**Exercise description**
In the records below, find the lines that include the string "serif" and report how many there are, nothing else.

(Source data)
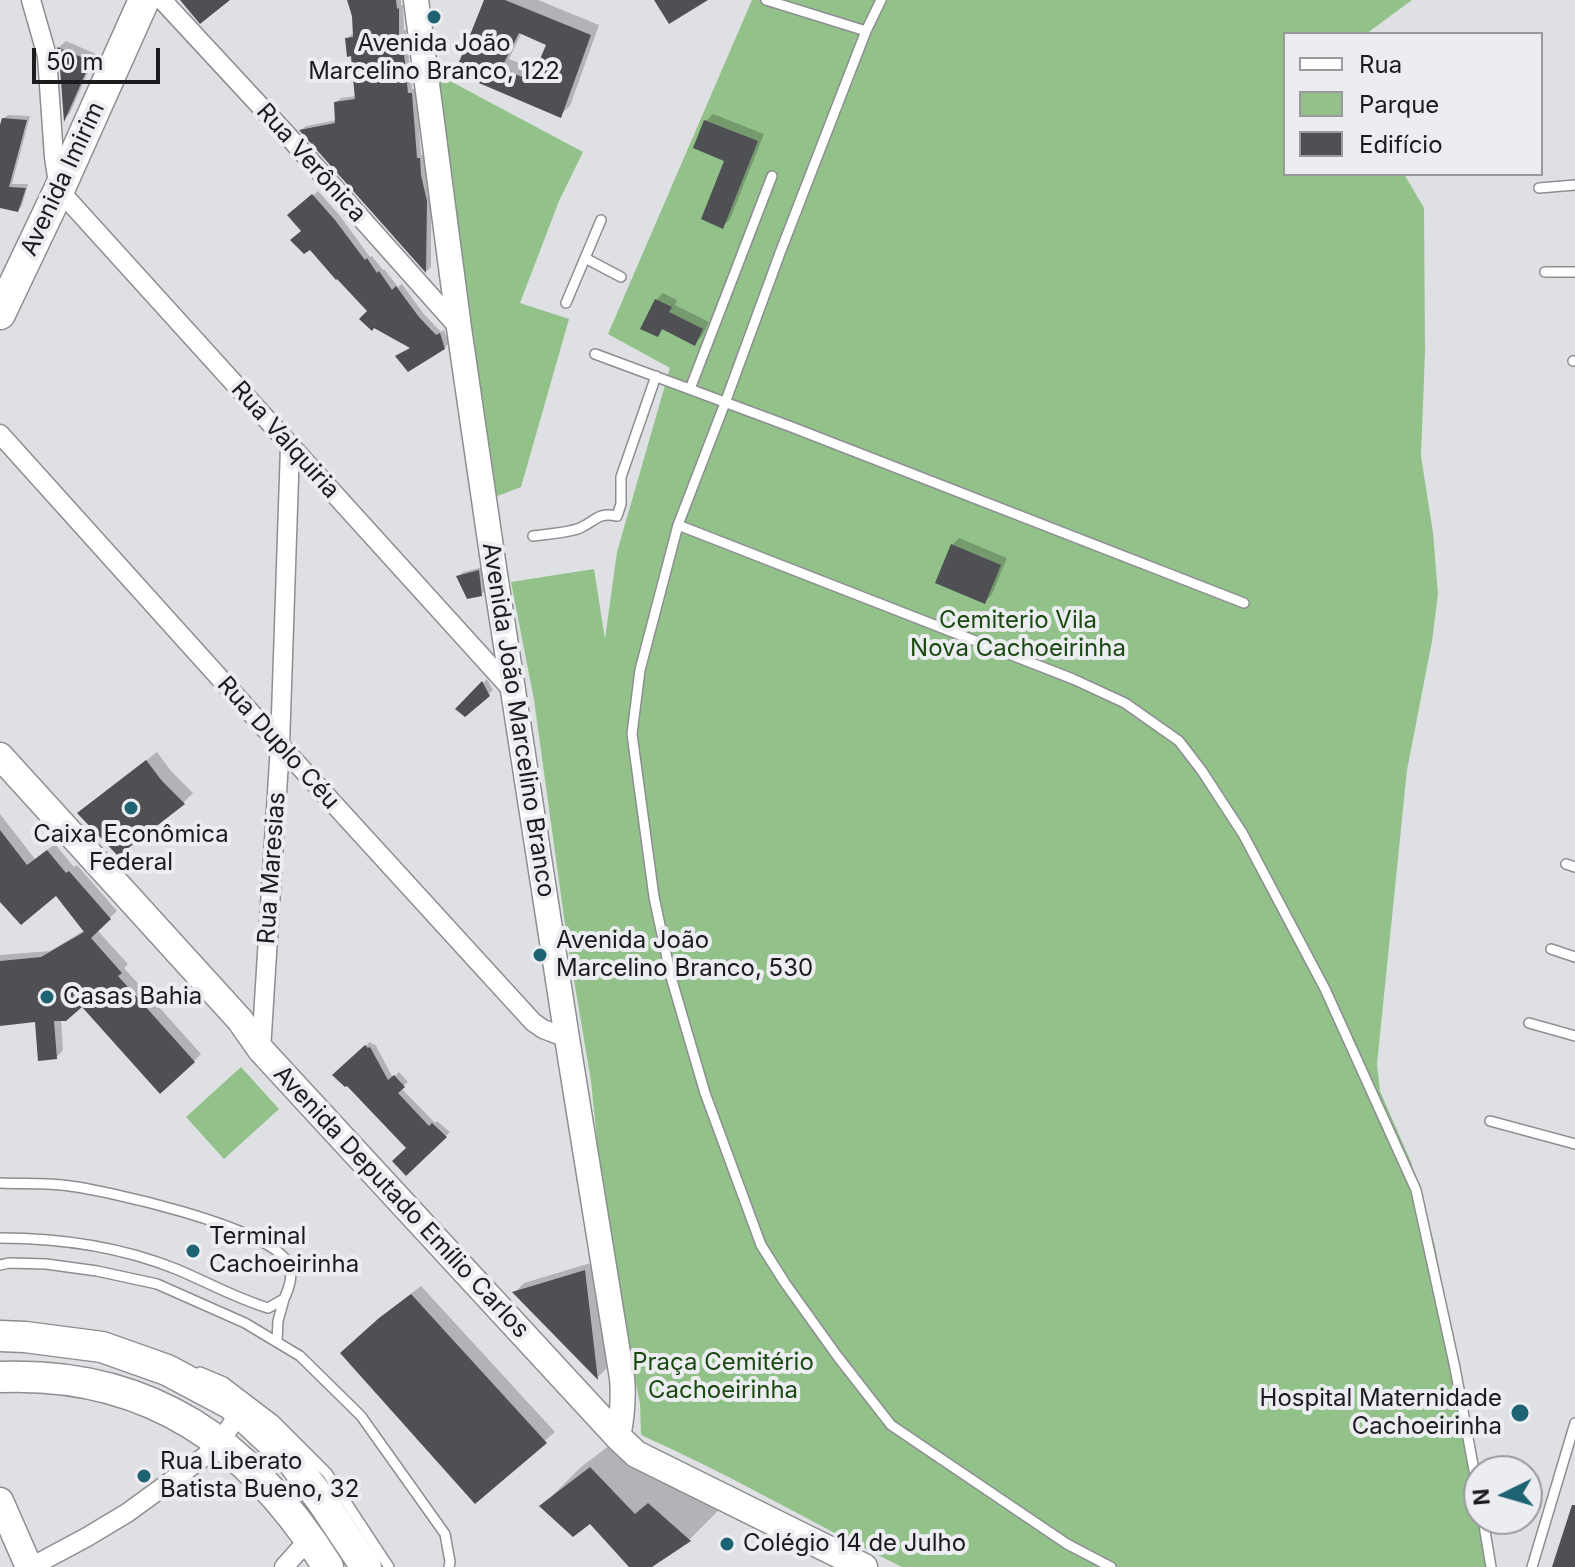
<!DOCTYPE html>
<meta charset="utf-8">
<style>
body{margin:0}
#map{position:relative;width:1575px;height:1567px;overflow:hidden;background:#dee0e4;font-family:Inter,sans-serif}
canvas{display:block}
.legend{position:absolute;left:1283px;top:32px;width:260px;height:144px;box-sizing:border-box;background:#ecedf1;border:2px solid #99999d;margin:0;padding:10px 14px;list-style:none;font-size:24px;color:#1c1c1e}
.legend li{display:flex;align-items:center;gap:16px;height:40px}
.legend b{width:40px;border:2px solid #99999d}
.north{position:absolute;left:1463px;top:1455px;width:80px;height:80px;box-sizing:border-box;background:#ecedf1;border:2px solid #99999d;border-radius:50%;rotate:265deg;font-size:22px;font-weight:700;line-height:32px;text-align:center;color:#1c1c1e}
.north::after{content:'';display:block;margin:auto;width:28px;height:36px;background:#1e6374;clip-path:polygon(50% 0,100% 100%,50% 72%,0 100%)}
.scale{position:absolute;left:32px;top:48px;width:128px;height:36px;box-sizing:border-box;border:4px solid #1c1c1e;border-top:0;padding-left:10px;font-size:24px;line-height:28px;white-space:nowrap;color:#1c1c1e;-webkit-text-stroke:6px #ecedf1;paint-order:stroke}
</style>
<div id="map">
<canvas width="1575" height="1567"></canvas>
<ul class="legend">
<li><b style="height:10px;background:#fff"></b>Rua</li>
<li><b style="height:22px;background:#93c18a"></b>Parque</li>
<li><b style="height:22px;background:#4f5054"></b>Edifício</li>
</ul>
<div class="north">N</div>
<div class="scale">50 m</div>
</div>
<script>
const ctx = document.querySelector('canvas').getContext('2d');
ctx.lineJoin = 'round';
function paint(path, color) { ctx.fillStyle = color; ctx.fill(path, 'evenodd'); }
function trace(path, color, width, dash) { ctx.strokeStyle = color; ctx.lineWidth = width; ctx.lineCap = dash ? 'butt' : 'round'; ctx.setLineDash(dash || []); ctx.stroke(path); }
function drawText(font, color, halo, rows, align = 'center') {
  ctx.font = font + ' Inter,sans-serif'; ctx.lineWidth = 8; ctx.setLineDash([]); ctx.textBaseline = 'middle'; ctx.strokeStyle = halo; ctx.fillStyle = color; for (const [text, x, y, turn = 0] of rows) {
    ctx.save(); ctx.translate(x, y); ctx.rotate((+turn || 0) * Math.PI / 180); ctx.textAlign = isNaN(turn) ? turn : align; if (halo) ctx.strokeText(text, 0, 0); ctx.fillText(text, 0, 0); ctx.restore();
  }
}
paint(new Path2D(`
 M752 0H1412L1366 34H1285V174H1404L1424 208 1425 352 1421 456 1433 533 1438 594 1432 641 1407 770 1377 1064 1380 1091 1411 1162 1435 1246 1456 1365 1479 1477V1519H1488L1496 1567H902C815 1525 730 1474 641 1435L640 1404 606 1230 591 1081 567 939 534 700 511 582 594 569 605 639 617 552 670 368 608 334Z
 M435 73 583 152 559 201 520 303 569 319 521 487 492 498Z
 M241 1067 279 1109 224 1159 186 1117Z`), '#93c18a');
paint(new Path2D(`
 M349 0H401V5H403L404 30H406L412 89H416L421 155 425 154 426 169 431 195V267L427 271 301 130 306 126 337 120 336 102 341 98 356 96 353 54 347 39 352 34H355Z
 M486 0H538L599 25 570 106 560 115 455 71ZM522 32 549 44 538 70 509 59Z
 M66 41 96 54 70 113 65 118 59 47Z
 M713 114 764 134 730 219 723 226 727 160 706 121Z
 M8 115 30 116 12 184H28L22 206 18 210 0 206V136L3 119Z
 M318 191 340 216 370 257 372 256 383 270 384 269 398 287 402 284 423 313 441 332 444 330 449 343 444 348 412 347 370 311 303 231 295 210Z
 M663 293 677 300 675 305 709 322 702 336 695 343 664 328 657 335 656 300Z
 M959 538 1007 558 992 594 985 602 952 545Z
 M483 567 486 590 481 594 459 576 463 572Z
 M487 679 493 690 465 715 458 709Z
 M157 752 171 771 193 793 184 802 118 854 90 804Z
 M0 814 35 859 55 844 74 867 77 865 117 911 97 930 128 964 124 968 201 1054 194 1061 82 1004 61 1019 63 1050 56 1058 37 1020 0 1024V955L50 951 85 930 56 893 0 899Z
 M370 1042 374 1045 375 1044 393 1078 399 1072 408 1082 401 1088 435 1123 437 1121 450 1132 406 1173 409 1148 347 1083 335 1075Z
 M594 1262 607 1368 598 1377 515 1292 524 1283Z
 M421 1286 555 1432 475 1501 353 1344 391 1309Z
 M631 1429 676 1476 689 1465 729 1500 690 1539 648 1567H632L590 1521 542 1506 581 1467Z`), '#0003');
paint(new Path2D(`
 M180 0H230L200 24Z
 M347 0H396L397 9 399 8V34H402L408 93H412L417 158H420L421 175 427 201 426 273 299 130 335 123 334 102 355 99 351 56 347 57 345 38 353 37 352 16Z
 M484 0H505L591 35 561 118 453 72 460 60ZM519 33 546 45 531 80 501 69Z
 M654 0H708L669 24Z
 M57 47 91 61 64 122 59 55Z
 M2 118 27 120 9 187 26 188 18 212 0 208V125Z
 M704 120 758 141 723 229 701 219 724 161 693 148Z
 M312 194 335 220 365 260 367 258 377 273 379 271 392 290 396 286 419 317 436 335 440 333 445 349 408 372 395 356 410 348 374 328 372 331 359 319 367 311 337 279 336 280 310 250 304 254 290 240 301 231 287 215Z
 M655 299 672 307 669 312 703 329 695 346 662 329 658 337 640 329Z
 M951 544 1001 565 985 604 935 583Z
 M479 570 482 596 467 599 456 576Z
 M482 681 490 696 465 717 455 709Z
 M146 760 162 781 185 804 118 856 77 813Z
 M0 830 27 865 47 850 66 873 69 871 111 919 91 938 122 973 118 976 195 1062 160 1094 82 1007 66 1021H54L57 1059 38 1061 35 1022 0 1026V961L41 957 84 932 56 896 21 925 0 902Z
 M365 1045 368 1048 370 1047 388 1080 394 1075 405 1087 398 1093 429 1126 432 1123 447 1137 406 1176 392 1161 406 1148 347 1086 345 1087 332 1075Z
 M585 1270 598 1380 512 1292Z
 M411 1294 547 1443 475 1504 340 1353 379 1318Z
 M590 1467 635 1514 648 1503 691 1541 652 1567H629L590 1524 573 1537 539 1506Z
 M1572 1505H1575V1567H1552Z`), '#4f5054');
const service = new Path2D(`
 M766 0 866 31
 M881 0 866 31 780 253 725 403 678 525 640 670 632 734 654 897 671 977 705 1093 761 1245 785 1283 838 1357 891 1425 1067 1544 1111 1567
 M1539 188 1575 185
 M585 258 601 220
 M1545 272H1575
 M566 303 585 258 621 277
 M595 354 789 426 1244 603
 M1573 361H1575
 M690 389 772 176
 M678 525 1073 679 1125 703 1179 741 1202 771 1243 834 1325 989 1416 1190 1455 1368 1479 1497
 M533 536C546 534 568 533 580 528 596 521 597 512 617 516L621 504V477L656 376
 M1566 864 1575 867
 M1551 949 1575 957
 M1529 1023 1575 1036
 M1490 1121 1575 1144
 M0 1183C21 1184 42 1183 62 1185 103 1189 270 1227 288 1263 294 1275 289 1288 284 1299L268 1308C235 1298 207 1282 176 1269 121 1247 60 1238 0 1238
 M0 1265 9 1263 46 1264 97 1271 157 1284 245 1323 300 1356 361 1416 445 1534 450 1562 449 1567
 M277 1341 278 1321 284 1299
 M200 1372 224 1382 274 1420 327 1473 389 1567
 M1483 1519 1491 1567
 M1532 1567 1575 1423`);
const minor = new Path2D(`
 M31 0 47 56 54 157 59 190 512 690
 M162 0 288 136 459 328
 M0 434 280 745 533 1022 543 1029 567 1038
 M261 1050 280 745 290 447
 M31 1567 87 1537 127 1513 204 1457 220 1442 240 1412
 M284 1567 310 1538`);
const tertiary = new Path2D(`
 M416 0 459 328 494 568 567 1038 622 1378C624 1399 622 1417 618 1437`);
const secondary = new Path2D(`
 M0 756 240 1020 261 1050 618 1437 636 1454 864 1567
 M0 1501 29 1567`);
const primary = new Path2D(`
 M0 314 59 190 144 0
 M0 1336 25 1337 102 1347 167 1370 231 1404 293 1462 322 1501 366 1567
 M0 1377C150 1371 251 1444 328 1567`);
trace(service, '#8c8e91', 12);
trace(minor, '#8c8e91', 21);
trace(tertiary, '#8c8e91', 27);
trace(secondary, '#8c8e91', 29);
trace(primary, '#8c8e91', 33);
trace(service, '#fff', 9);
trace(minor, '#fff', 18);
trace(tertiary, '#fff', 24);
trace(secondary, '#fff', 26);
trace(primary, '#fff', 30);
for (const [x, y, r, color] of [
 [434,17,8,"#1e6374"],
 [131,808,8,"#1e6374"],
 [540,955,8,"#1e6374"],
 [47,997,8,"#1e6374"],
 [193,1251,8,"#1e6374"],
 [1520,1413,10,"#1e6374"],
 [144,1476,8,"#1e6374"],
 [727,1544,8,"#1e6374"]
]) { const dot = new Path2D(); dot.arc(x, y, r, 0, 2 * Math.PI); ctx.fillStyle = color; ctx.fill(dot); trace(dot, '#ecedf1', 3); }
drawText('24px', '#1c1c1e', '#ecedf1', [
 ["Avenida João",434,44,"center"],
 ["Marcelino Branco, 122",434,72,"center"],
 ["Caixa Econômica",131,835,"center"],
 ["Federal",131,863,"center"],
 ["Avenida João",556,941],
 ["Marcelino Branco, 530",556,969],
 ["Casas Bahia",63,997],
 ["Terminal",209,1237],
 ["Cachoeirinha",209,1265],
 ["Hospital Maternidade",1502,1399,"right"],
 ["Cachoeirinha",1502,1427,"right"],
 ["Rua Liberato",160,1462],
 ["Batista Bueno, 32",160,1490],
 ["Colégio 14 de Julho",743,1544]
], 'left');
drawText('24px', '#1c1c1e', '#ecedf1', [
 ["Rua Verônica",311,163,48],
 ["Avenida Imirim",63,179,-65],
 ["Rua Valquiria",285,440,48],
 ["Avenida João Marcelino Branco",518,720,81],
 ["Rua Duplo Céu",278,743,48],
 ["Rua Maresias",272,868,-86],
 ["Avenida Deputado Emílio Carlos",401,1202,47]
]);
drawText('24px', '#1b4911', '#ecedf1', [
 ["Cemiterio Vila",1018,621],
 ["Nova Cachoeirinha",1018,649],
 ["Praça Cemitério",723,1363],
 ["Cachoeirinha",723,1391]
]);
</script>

**Exercise solution**
2